Classical gems vividly played and beautifully recorded.
“MASTERPIECES IN MINIATURE” = LITOLFF: Scherzo from Con. symphonique No. 4; MAHLER: Blumine; FAURE: Pavane; DEBUSSY: La Plus que lente; SCHUBERT: Entr’acte No. 3 from Rosamunde; IVES/BRANT: The Alcotts from A Concord Symphony; RACHMANINOFF: Vocalise, Op. 34, No. 14; DVORAK: Legend for Orchestra, Op. 59, No. 6; SIBELIUS: Valse triste; DELIUS: On Hearing the First Cuckoo in Spring; GRIEG: The Last Spring, Opus 34, No. 2; DELIBES: Cortege de Bacchus from Sylvia—Yuja Wang, piano/SF Sym./Michael Tilson Thomas – multichannel SACD, SFMedia 821936-0060-2, 78:08, *****:
What’s the role of the symphony orchestra in the 21st century? “It’s a preserve for endangered emotions, such as wistfulness,” answered Michael Tilson Thomas, the Music Director of the San Francisco Symphony, in an interview at the 2015 Music Critics Conference of North America. Masterpieces in Miniature is a disc loaded with emotions that music is uniquely qualified to express: the exhilarating speed of a virtuosic performance; sensuous refinement; nostalgic memories; lush romanticism; a remorseful farewell to life, to name a few.

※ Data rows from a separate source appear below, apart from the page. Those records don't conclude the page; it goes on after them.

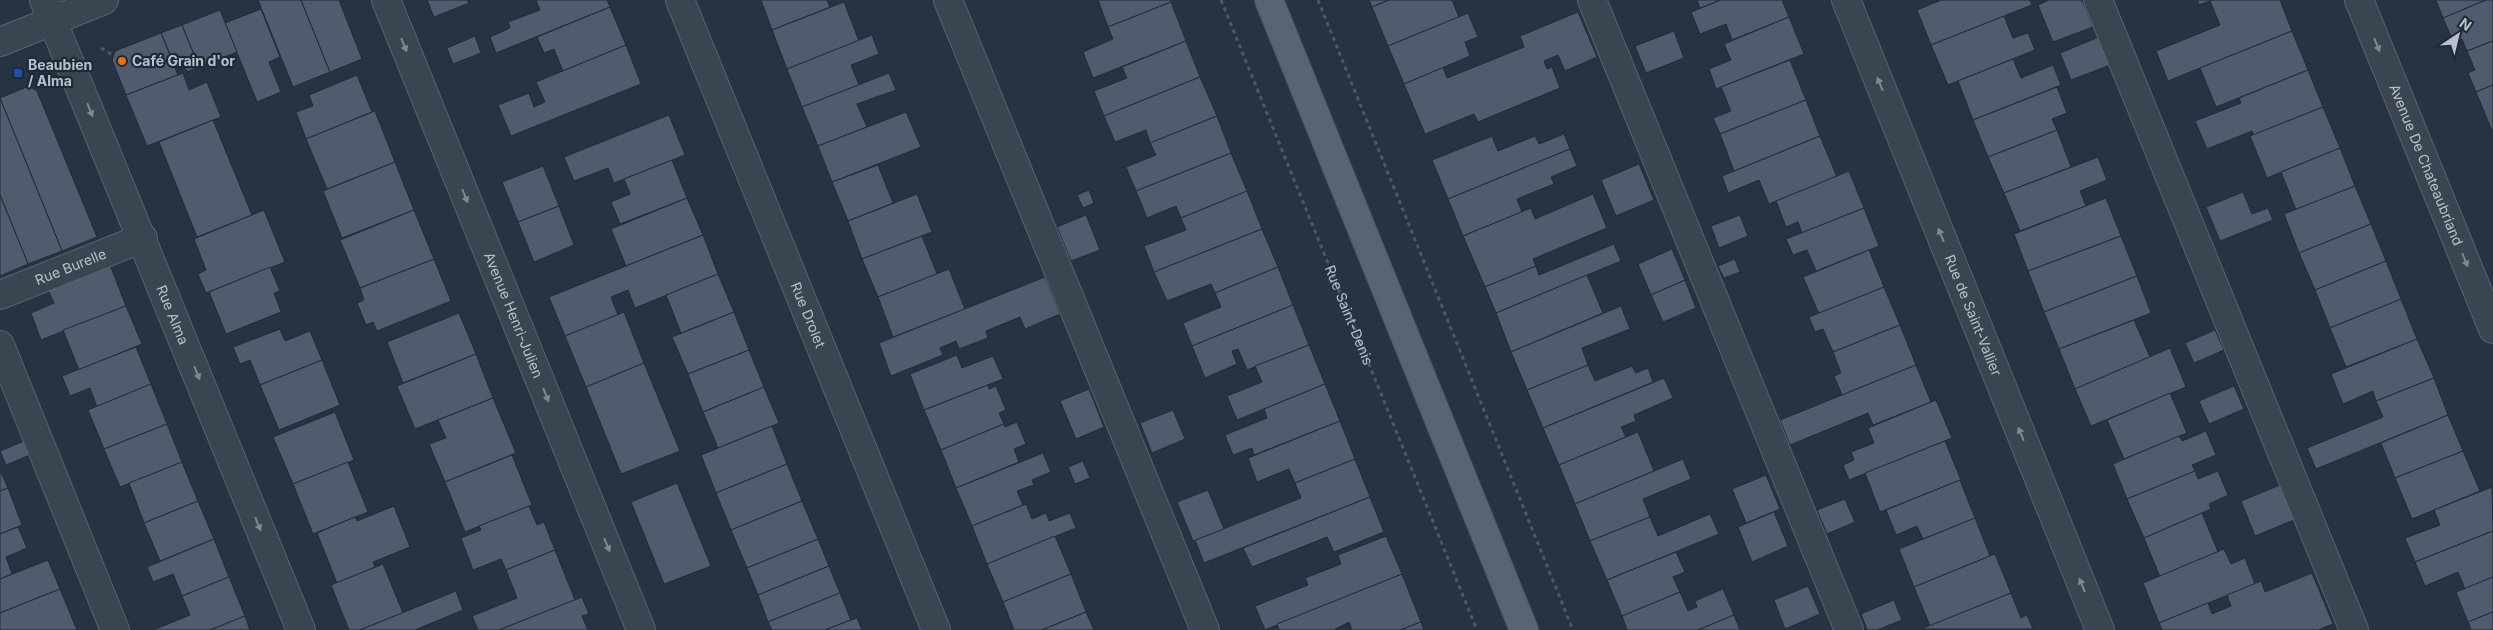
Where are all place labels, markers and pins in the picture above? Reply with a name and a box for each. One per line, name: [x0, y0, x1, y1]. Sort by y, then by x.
place label: Café Grain d'or: [132, 52, 235, 69]
marker: Café Grain d'or: [116, 55, 128, 67]
place label: Beaubien / Alma: [28, 56, 92, 89]
marker: Beaubien / Alma: [12, 67, 24, 79]

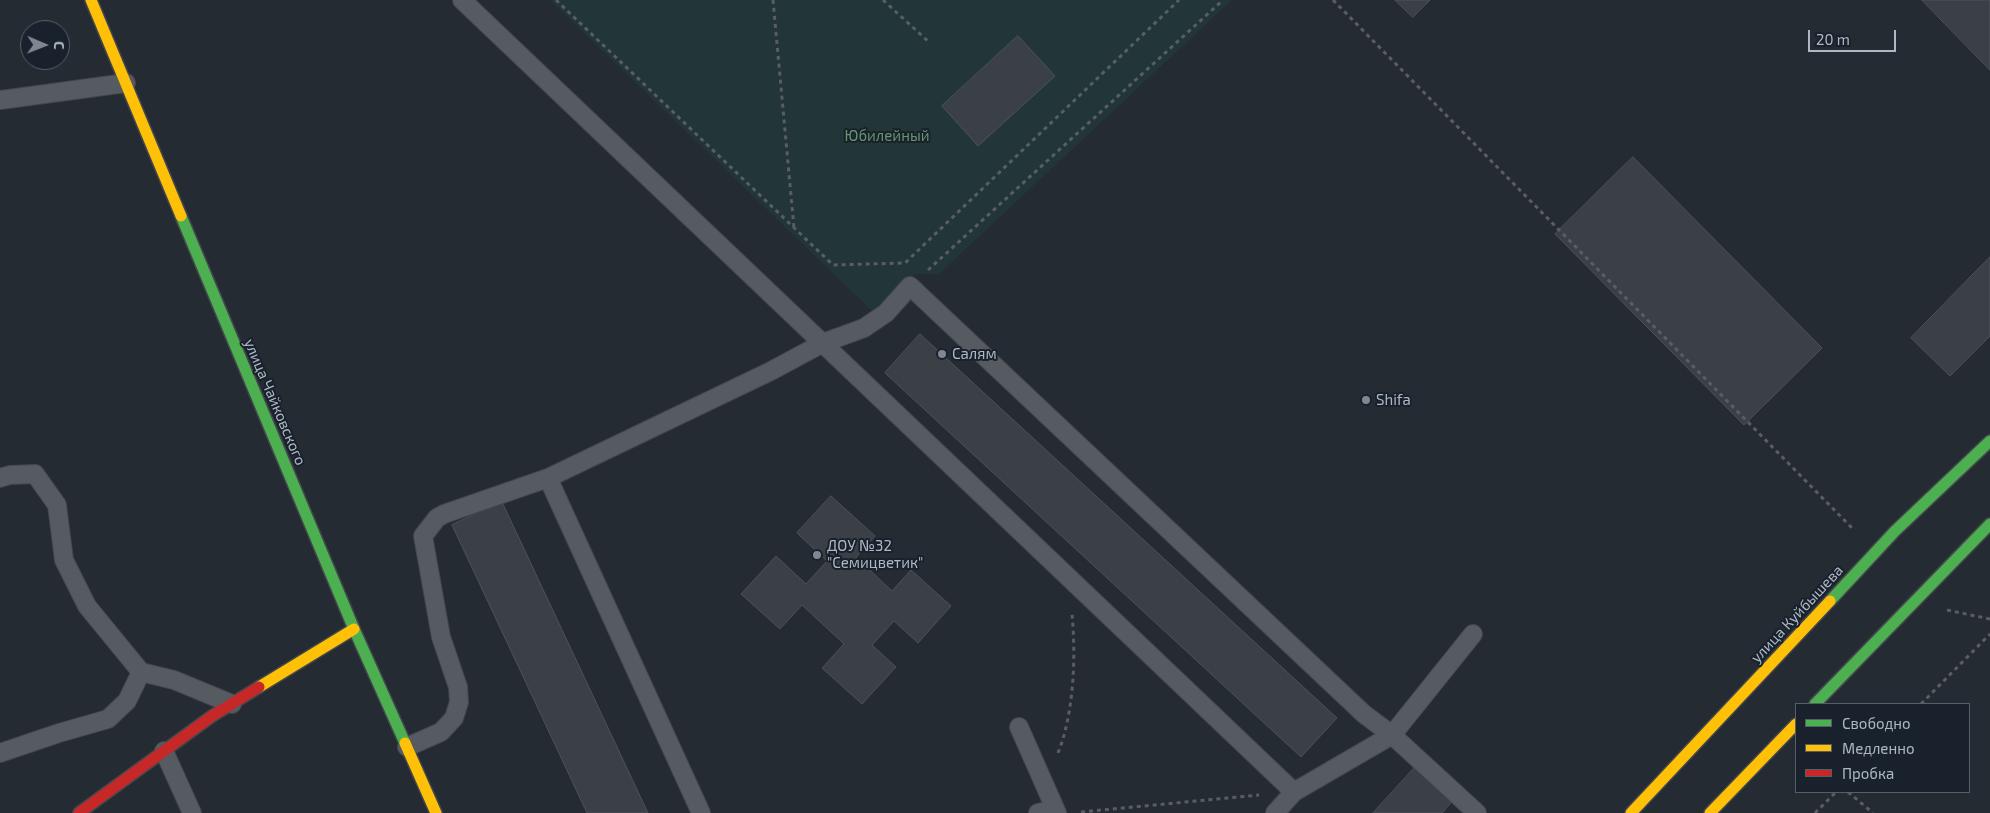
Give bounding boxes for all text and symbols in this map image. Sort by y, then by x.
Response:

This album celebrates MTT’s 70th birthday and the twentieth anniversary of his tenure as conductor of the San Francisco Symphony. Its inspiration derives from his earliest memories of music in his home in the rural San Fernando Valley. “A big red book lived on the piano. It was a collection of short pieces called something like Music the Whole World Loves to Play,” he mused. Members of his family would play these works on the house piano as he grew up. He remembers hearing them played as encores by the world’s great musicians. “It was electrifying to hear and see Heifetz playing Sinding’s Suite so rapidly that his bow became a blur,” he remembers.
Yuja Wang’s virtuosity is thrilling as this listener visualized her hands fly up and down the keyboard playing Litolff’s witty showpiece the Scherzo from Concerto symphonique No. 4. Mahler’s Blumine movement—removed from his First Symphony by the composer, is a nostalgic paen to his Bohemian youth. Principal trumpet Mark Inouye infuses it with warmth and affection. Faure’s Pavane is a diaphanous late-Romantic version of a court dance of seventeenth century Italy. The cimbalom, a hammered dulcimer, adds a foreign element to Debussy’s emotionally complicated waltz. Schubert knew he had a winner in the quietly beautiful Third Entr’acte of his Rosamunde music—he used it in his String Quartet No. 13, Rosamunde.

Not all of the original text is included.